You may need to find a cosigner for your loan if you don’t have any credit history. A cosigner is someone who agrees to take on the responsibility of the loan if you cannot make the payments. This is a significant risk for the person, so make sure you can make the payments before asking someone to cosign for you. If you default, they’ll be stuck with the bill, and their credit will also suffer. 

Speaking of credit scores, it is also important that your cosigner has good or excellent credit. Since you have no credit history, the lender will heavily rely on your cosigner’s credit score to decide the interest rate and whether or not you qualify for the loan. On the other hand, if your cosigner has low or bad credit, you may still be eligible for a loan, but it will have a higher interest rate which may defeat the purpose.  

Inforgraphic on what to do it you have zero credit
Now is The Time to Refinance Your Car Loan

Save for a Bigger Down Payment

A down payment is the money you put down when you get the loan. The bigger the down payment, the less money you’ll need to borrow, and the lower your monthly payments will be. Lenders often like to see a down payment of 10 percent or more, but if you can swing 20 percent or more, that’s even better. 

A more significant down payment also shows the lender that you’re serious about making regular payments on the loan since you have more skin in the game. This can help offset some of the risk associated with lending to someone with no credit history. 

Be Prepared to Pay a Higher Interest Rate

Unfortunately, you will likely be charged a higher interest rate on your loan if you don’t have any credit history. This is because you’re seen as a higher risk to the lender, and they want to be rewarded for that risk. 

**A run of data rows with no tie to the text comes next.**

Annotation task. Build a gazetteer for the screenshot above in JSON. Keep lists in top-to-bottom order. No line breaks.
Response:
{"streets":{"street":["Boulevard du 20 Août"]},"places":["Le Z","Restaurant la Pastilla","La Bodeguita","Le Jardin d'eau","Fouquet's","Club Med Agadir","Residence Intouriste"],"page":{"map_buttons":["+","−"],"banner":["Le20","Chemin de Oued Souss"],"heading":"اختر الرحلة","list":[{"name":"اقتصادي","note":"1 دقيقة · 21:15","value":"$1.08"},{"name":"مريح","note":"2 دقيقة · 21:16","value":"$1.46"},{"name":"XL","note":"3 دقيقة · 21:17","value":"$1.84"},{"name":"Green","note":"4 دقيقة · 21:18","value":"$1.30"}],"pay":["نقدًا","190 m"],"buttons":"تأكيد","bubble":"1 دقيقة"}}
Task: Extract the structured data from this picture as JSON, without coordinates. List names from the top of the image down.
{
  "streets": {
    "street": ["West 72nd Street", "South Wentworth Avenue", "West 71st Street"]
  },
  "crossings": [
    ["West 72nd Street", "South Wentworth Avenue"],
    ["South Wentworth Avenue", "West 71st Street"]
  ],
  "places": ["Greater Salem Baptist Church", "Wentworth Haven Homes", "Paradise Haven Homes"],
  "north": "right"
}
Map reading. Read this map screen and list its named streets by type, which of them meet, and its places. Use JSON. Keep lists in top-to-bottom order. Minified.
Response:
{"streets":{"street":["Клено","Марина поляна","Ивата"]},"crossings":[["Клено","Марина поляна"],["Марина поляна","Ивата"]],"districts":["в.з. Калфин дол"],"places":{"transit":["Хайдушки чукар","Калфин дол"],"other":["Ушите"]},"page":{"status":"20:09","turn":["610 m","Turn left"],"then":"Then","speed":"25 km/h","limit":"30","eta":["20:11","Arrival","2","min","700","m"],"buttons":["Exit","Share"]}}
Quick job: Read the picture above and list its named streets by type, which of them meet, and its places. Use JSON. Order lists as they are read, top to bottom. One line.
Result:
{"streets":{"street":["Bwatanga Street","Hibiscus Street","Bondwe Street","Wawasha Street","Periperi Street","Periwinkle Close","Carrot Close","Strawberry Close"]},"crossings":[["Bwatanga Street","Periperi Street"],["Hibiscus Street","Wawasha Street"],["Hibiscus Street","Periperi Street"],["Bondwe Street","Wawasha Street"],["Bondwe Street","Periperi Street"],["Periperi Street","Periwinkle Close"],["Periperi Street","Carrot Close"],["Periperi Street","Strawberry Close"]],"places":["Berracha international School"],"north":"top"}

If you have a cosigner with excellent credit, their good credit can help offset some of the risk, which may result in a lower interest rate. But if you don’t have a cosigner or your cosigner has bad credit, you’ll likely be stuck with a higher interest rate. 

Build Credit and Wait

If you cannot get a car loan with no credit right away, don’t worry. You can take some steps to build your credit to get a loan in the future. This is more of a long-term strategy, but it will help you get better terms when you’re ready to apply for a loan. There are easy and sure ways to build your credit score, so researching and finding what works best for your situation is a good place to start. General ways people begin to develop a good credit score include: 

Infographic on how to build credit
  • Opening a secured credit card – A secured credit card involves a deposit, which becomes your credit limit. For example, if you put down a $500 deposit, your credit limit — and maximum balance — will be $500. This is an excellent way to build credit because it shows that you can manage a credit limit and make regular, on-time payments. 
  • Becoming an authorized user – You can also become an authorized user on someone else’s credit card account. This means you’ll have your own card that you can use, but the account will be in someone else’s name. As long as the account is in good standing, this will help build your credit score. 
  • Applying for a credit-builder loan – A credit-builder loan is where the money you borrow is deposited into a savings account. Once you make all your payments on time, you’ll have access to the money in the account, plus any interest earned. This is a good way to develop a credit history because it shows that you can make regular, on-time loan payments. 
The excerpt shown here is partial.